I'm using Aperture to organize several thousand photos. I've gotten good advice her before about how to get started on this. I'm not a professional and I'm not an experienced user of Aperture, so don't assume a lot of knowledge when you answer. I'm wondering what the best way to set up the file storage would be. I use a MacBook Pro, so obviously that's out for storage, and financially, purchasing a more powerful desktop is out for the time being. I was thinking of purchasing a mirror drive system, like this: http://www.newertech.com/products/gmax.php
But then, there still remains the problem of backing up the photos in case of a fire or theft, etc. I have many of them on DVD, but not with all the metadata that I've added. Can I back the external drives up to a cloud-based storage system through the wireless on the MacBook?
Or, is the answer none of the above? What recommendations do you folks have for managing this?

more:
Paula-
Mirror drives are very much less than ideal for images backup. Mirroring occurs in real-time, so errors, breaks, etc. simply get copied. With images work (unlike fanancial work, for instance) we do not need real-time backup we just need regular accurate backup. Just have 2-3 external drives and rotate them regularly, always having one drive off-site (could be in your car or whatever). Back up manually rather than automatically so that you can be reasonably certain that the backup is not backing up something that just broke.
I suggest the below workflow. Note that most important is that original images from the camera card are copied to two locations before reformatting the card and before importing into Aperture or any other images management application.
Original images never change, so I prefer to manually copy them to two locations asap after capture: one location is the computer drive and the other is an external backup HD that itself gets backed up off site regularly. That assures me that "the pic is in the can." Until two digital files exist on different media I do not consider the pic in the can.
Then reformat the card in-camera, not before.
The Masters then get imported into Aperture from the Mac internal drive by reference (i.e. "Storing Files: in their current location" on the Mac internal drive). After editing is complete (may take weeks or months), from within Aperture I relocate the referenced Masters to an external hard drive for long-term storage.
I do use Time Machine routinely on the MBP, but for the daily-volatile activities going of the MBP. I prefer not to have TM be my backup-of-originals protocol. Instead TM backs up the Mac internal drive on the TM schedule and I back up original images asap based on my shooting schedule. Also the TM drive is a different drive than the drives used for long-term original image files archiving.

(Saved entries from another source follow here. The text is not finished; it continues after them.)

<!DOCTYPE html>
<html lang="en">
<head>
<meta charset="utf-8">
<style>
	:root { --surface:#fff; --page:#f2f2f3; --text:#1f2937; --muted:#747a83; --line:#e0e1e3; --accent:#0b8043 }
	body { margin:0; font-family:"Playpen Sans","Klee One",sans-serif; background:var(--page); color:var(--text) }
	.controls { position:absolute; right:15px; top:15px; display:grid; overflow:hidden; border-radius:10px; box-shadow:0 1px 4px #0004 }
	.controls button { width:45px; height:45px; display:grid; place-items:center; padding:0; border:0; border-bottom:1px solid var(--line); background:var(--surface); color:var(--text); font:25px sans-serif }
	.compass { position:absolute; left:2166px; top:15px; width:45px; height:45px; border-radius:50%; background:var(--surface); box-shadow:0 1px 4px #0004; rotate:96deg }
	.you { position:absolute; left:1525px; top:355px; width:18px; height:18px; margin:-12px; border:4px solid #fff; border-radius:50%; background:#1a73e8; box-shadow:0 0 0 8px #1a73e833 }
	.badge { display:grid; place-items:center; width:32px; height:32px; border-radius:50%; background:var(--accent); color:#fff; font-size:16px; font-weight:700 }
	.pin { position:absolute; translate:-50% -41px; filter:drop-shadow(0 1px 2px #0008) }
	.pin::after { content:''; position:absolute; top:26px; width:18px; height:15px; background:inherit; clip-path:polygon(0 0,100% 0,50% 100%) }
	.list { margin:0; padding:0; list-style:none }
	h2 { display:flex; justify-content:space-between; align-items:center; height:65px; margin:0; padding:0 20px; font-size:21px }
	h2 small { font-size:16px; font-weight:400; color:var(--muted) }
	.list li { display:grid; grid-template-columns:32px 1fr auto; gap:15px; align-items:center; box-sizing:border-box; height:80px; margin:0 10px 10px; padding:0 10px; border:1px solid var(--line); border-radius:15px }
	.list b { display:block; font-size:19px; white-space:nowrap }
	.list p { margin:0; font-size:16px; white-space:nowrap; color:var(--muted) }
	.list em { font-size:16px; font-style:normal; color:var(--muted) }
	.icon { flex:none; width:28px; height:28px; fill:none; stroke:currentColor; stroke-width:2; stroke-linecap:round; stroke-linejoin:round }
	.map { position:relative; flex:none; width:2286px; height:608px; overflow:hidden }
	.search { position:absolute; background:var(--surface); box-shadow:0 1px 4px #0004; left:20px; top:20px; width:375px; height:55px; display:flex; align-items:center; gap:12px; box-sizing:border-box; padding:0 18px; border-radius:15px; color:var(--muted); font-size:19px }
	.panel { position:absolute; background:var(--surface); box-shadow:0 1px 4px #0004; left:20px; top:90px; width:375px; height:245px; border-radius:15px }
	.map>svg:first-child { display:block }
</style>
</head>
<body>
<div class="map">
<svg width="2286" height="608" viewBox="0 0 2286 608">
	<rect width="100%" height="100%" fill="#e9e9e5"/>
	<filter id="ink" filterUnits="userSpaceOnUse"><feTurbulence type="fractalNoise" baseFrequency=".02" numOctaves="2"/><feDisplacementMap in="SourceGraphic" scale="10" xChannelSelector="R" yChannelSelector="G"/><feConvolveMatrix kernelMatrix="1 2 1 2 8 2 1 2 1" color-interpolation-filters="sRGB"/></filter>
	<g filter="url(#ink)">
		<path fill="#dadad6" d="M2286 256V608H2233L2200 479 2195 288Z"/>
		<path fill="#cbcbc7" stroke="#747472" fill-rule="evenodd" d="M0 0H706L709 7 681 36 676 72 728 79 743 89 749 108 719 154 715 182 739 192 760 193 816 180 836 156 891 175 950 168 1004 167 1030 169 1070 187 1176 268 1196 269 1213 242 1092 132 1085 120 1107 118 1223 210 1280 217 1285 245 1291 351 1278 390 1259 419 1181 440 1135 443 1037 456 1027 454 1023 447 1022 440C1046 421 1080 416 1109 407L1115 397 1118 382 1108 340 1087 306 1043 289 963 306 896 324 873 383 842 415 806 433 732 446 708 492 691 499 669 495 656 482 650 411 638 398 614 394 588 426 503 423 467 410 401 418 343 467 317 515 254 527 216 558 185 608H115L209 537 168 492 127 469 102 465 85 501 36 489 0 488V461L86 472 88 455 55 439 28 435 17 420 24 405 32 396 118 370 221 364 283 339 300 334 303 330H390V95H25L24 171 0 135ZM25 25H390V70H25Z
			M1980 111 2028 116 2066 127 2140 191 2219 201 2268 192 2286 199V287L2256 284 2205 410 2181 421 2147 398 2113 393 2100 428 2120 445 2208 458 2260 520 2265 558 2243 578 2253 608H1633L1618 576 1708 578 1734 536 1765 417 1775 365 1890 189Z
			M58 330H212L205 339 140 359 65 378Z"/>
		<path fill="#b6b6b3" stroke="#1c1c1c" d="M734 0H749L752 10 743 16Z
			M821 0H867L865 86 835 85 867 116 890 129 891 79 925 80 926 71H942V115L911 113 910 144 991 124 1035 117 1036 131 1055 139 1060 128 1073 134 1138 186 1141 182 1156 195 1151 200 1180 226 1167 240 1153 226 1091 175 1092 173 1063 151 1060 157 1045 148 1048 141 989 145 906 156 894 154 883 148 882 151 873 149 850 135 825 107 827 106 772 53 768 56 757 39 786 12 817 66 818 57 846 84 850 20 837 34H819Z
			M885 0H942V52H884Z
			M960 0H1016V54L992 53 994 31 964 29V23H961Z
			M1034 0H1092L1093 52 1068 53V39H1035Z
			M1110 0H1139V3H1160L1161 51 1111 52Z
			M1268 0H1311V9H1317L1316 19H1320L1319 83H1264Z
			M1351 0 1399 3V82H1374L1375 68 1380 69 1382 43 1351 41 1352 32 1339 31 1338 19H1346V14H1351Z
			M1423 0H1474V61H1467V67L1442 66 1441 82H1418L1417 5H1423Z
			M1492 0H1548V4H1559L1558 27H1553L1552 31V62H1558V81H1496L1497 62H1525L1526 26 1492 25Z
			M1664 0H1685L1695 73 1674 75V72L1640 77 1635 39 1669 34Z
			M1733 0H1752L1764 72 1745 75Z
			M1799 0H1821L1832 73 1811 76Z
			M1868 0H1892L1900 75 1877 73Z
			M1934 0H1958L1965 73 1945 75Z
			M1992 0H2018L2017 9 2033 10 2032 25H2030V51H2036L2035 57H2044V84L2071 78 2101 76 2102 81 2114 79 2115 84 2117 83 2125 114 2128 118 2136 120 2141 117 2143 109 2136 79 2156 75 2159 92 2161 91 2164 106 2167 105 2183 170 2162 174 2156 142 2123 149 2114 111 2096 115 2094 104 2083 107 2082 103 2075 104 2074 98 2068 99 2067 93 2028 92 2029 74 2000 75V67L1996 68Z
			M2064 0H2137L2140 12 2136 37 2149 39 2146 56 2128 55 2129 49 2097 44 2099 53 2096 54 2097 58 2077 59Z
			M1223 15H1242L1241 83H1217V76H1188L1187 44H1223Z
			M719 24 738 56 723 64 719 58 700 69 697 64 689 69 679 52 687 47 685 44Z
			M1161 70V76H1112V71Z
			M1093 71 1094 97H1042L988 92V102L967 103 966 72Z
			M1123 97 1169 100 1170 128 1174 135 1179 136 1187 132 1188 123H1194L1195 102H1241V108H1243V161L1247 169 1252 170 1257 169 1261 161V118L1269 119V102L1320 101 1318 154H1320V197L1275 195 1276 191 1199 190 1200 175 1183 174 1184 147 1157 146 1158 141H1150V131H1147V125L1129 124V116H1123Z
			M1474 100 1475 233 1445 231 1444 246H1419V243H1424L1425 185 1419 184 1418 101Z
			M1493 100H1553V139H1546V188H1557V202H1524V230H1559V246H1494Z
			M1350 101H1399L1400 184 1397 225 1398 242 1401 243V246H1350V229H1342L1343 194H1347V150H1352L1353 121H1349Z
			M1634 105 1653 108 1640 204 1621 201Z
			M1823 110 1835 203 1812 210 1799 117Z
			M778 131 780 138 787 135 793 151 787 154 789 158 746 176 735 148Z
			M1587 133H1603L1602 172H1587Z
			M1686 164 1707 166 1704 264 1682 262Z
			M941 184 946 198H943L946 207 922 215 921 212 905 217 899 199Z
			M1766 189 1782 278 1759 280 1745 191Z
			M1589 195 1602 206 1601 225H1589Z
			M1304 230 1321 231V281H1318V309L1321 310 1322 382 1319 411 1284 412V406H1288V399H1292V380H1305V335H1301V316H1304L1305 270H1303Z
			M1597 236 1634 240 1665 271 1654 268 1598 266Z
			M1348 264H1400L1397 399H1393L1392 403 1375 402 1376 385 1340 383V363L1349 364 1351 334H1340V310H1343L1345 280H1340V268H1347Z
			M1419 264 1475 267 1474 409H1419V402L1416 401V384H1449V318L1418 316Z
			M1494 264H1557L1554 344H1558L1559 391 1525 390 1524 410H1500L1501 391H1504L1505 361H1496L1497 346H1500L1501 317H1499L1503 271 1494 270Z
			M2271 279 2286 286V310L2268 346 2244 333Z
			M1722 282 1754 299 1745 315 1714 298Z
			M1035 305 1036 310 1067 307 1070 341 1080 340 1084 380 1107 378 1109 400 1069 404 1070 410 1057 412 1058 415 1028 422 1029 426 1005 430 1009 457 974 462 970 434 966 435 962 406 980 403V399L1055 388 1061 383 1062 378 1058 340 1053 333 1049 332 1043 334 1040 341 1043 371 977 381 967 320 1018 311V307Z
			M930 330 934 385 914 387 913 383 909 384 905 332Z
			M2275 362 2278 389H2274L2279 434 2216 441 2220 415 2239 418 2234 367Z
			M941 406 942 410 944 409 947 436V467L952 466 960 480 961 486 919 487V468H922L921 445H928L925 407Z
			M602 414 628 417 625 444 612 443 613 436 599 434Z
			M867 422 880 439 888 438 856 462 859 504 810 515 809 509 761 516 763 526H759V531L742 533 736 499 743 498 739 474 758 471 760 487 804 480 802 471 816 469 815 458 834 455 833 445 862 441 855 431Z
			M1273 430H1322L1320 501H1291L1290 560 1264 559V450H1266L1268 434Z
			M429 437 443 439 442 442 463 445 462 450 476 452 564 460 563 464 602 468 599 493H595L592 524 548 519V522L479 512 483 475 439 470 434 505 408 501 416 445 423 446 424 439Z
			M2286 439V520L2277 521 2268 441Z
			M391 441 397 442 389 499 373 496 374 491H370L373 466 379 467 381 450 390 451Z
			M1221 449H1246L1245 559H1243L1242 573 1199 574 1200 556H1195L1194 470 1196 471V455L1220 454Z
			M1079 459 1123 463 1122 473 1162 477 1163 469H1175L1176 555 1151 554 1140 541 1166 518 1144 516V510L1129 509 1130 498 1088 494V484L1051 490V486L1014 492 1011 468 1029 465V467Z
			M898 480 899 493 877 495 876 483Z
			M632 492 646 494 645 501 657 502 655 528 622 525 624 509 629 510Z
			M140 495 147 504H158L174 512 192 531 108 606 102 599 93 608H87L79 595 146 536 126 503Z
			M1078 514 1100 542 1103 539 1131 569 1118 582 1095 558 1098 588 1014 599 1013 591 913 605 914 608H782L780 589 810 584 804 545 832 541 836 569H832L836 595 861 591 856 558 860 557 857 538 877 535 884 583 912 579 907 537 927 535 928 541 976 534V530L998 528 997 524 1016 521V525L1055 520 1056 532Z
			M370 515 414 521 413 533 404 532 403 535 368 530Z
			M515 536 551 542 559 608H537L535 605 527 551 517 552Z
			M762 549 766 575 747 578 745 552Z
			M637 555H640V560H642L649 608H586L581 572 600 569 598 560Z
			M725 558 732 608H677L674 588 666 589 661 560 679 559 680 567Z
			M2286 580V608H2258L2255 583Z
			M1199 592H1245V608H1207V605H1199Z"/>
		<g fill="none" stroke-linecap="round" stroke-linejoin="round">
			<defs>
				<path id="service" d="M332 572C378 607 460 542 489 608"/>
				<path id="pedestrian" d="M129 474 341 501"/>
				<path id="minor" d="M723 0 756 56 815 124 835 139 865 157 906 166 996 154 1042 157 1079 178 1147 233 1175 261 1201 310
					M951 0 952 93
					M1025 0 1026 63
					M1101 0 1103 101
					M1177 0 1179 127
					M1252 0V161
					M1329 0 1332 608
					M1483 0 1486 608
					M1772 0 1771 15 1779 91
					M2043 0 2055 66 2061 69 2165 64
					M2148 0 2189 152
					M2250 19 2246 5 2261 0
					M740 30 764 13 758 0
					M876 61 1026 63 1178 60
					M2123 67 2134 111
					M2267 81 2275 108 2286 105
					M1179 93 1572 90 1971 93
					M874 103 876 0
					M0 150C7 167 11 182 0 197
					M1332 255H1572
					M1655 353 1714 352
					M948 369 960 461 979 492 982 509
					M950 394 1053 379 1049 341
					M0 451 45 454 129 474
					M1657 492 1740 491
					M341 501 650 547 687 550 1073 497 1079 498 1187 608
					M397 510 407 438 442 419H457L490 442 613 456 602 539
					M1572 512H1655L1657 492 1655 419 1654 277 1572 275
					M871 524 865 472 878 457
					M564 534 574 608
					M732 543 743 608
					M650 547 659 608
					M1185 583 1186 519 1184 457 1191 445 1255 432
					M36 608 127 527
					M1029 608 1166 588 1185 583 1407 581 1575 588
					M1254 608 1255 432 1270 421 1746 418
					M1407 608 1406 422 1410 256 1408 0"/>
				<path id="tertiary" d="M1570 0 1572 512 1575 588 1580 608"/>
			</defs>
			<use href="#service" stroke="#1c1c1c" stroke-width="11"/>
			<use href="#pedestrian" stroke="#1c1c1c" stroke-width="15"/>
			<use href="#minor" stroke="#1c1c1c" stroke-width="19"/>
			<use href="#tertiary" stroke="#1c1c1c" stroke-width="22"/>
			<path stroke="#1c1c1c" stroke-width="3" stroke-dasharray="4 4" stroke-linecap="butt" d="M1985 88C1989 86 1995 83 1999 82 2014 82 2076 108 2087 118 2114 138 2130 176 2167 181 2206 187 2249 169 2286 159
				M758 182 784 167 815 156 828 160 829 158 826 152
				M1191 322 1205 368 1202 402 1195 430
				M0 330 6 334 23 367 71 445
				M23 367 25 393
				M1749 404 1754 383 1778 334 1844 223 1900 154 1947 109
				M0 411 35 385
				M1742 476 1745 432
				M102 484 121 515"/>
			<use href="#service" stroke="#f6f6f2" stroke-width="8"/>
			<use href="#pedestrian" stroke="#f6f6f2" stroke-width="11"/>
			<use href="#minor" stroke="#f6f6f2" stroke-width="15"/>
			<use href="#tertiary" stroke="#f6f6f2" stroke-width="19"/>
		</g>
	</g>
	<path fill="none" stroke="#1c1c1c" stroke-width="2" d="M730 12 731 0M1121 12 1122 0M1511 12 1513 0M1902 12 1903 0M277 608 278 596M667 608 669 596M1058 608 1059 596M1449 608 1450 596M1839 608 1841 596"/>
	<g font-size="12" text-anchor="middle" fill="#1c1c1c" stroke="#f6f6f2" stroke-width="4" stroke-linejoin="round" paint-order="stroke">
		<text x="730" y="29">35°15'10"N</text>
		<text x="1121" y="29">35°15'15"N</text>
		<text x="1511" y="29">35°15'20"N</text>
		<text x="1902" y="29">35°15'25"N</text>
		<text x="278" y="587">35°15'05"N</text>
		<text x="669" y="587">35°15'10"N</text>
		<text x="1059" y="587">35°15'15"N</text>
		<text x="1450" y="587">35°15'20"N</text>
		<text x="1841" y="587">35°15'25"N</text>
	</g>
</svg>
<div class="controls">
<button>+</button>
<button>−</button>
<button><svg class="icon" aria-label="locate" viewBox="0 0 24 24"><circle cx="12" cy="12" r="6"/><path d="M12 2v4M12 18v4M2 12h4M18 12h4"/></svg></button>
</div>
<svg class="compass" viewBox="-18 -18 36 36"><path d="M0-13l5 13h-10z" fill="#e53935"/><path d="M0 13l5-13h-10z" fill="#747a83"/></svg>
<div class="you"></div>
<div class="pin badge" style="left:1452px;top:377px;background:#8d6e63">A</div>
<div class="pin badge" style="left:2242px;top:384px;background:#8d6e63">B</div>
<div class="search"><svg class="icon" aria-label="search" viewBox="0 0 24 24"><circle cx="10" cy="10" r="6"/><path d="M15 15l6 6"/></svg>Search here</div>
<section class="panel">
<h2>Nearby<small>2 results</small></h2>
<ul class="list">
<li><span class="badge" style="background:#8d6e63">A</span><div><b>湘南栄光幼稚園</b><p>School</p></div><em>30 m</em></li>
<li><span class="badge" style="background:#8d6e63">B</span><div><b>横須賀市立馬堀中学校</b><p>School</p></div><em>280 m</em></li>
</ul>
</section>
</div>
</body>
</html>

TM does back up my Library because the Library lives on the Mac internal drive but I do not assume that TM works for Library backup. I back the Library up to Vaults (on the same drives I put archives of Masters on) independent of TM. IMO one should back up image files and back up Vaults manually after verifying that what is being backed up is not broken, because automatic backup will just back up a broken Library or whatever.
Note that Masters need only be backed up once (but to multiple backup locations) and that backup should happen immediately after copying to the hard drive from the camera card, before involving Aperture or any other images management app.
Sorry for the redundant verbosity above but some was copied from previous posts. Also, I reinforce what Léonie said about DVDs. DVDs are way too slow, unreliable, etc. Instead rotate multiple hard drives to achieve redundancy.